I’m not kidding. Institutionalized racism at its finest, folks.


Abstract art? Look closer

Fiction writer Jeffrey Eugenidies grew up in the house behind mine. His seminal novel, The Virgin Suicides, is set in Grosse Pointe. In the opening pages of the book, he writes of the yearly plague of these hideous creatures:

That was in June, fish-fly season, when each year our town is covered by the flotsam of those ephemeral insects. Rising in clouds from the algae in the polluted lake, they blacken windows, coat cars and streetlamps, plaster the municipal docks and festoon the rigging of sailboats, always in the same brown ubiquity of flying scum.

You’re not from Grosse Pointe if you haven’t swallowed at least a few fishflies in your lifetime. On a windy day in June, one simply has to look up to bear witness to the horror the Egyptians must have felt during the Biblical locust plague. When the lights have accidentally been left on overnight at the pool, the morning crew will inevitably be greeted by the mounds of fishflies, having to scoop literally pounds of them from the pool, gutters, filters, sidewalks, etc. These things are so disgusting they even got a nod from a recent article in the Wall Street Journal.
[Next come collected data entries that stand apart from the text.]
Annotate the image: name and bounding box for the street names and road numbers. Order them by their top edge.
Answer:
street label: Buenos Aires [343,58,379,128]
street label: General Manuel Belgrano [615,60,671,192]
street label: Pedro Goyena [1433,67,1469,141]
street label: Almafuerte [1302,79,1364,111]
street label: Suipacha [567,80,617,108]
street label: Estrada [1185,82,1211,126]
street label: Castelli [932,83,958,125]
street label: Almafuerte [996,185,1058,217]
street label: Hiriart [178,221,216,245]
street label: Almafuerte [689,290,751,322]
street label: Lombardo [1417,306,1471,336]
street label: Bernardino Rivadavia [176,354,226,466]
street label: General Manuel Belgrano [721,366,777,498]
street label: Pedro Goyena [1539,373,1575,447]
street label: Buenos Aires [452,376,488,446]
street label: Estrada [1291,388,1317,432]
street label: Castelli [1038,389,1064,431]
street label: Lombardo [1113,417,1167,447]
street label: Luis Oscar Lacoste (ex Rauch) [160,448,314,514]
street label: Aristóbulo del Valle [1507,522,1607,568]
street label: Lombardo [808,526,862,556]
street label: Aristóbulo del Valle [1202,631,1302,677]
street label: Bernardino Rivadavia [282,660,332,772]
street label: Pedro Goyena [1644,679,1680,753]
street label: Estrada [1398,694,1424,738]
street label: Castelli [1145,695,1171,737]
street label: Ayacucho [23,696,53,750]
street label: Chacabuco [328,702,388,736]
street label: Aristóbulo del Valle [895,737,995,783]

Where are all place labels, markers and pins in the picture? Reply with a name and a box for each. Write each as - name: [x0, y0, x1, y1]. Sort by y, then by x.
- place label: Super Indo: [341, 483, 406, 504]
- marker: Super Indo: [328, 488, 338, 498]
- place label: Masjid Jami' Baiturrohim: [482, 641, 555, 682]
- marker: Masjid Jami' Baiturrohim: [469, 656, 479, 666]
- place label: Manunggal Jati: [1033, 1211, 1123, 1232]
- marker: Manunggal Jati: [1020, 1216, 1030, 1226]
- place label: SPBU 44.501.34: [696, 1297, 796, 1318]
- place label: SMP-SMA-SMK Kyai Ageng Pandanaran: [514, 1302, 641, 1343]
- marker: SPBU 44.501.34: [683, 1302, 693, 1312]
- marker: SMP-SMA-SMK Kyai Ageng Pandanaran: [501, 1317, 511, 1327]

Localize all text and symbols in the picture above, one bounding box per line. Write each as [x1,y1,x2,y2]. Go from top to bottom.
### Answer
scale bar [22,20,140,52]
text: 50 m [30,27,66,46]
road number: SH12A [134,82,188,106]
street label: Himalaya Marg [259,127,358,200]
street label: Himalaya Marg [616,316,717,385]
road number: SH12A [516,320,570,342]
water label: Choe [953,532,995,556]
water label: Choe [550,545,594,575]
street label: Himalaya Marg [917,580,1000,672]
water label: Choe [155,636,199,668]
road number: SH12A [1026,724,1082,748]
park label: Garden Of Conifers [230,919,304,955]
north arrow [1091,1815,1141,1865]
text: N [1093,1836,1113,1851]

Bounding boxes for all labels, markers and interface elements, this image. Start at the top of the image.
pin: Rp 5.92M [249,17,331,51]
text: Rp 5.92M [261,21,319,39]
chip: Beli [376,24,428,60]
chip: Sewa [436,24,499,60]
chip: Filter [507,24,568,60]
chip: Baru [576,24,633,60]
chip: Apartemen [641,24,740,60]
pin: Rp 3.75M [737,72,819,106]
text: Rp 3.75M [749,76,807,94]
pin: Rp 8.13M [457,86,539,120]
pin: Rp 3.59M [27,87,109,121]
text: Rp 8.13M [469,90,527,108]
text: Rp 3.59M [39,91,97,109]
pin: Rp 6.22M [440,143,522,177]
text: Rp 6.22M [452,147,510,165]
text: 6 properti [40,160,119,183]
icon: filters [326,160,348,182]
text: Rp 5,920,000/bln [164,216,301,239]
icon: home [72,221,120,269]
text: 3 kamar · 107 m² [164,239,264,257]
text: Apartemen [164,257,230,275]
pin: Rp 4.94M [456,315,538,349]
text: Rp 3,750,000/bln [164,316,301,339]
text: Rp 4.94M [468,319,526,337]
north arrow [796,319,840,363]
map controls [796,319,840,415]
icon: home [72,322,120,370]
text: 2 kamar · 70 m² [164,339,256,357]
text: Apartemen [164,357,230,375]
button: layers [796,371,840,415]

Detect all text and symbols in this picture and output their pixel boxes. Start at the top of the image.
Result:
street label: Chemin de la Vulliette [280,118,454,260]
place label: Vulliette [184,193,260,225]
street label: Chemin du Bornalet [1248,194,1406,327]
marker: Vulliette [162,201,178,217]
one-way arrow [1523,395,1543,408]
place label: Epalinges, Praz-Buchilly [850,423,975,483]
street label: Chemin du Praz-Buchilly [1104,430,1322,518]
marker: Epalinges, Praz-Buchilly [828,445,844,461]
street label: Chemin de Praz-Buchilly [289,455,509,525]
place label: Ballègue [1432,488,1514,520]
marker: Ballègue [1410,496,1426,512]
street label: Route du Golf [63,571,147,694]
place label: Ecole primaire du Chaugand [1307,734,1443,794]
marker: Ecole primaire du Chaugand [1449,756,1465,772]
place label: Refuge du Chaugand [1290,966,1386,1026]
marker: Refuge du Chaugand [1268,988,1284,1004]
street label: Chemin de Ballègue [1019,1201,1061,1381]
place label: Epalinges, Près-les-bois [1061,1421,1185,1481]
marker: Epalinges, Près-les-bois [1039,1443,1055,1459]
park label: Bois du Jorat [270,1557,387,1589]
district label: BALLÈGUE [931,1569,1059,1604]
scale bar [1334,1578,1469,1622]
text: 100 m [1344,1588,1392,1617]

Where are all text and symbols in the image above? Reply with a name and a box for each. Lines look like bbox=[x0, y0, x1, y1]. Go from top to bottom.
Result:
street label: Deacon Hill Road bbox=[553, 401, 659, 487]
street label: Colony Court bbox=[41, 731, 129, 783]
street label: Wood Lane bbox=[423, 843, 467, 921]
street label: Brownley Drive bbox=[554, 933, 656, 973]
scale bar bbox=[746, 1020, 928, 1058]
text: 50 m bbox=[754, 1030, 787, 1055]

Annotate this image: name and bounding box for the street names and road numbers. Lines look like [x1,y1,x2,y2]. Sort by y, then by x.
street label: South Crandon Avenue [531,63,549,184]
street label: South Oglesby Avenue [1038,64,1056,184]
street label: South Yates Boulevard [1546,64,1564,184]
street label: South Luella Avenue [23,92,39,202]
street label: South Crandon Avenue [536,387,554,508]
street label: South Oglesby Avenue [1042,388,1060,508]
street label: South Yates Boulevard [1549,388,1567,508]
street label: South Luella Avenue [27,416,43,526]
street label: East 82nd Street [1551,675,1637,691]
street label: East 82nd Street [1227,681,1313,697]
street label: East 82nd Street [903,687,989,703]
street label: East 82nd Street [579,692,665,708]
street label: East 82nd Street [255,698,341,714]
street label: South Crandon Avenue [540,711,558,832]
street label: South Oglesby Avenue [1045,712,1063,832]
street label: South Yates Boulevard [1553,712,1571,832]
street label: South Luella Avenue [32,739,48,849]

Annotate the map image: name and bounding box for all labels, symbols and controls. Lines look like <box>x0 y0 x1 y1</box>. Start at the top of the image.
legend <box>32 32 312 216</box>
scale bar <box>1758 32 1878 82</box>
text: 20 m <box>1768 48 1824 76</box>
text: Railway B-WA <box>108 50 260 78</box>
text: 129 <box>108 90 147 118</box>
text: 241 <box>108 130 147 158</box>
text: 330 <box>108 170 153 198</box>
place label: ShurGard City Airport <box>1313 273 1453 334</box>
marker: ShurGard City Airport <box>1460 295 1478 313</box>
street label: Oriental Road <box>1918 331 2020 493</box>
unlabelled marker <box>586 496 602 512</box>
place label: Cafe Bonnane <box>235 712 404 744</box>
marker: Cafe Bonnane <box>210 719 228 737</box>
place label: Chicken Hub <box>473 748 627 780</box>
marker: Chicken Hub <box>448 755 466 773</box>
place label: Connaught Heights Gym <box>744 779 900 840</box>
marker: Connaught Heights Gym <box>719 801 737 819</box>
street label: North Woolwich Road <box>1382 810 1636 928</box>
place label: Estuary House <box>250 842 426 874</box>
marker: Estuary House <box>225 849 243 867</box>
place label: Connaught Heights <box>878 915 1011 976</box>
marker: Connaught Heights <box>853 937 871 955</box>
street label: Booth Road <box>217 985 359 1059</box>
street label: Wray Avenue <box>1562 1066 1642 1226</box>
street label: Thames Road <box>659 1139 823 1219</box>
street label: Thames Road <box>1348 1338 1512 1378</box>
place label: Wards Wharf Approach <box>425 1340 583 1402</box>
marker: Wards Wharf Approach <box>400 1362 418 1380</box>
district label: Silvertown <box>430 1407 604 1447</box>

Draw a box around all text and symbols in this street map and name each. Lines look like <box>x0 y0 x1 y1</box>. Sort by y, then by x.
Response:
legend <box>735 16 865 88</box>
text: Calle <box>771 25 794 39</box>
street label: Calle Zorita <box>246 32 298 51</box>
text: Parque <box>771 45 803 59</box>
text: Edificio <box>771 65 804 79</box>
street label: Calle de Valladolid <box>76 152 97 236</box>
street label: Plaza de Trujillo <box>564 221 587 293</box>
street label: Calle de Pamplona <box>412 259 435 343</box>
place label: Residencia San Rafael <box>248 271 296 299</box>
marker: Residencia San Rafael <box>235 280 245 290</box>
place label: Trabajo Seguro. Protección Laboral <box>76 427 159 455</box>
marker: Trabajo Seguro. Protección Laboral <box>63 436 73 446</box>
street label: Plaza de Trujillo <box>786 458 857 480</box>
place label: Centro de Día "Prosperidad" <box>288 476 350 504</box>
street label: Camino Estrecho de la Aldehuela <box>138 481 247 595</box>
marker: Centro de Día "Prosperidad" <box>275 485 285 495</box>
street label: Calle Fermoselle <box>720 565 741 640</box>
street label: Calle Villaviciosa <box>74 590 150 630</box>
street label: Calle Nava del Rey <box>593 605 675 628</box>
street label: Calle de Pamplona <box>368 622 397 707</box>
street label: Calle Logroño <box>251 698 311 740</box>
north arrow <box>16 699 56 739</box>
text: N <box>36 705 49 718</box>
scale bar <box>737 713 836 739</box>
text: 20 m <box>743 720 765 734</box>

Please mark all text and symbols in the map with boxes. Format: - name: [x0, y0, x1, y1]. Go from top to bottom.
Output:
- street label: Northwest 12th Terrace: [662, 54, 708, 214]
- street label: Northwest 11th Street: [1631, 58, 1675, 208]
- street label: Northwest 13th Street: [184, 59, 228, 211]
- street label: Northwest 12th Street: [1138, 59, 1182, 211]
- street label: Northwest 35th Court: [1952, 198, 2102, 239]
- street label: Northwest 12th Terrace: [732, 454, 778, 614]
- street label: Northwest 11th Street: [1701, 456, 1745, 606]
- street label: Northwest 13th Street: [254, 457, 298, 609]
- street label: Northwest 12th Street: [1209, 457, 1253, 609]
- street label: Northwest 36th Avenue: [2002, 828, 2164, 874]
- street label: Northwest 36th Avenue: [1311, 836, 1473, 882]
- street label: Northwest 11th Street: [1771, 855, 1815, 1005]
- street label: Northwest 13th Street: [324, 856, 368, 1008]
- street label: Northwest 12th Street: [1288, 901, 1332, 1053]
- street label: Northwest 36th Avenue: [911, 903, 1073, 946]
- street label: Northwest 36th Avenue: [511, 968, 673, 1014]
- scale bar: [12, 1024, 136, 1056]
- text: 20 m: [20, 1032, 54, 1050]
But then they’re gone after a week. They emerge from their larvae form, fuck one another, and then die within a day. They can’t even eat! I like to believe that some deity has a dry sense of humor: these horrid creatures, which don’t do much else beside relieve the local bird population a week of hunting, avoid the smog of the city – instead, they thrive best in the suburbs.

Up North
Up North was such a fundamental part of my childhood that I find it difficult to explain to others what exactly it means. “Up North” refers to the ambiguous region that comprises the upper half of the Mitten where we like to spend our summer weekends. If you don’t have a cottage somewhere in Northern Michigan, chances are one of your friends will, making for exciting 3-day jaunts of water activities on inland lakes, adventuring in the forest, climbing sand dunes, and kindling campfires. One does not go Up North to visit relatives or for work; “I’m going Up North” conveys the very direct message, in such a simple way, that a 5-hour-road-trip-romp-outdoors-weekend is ahead.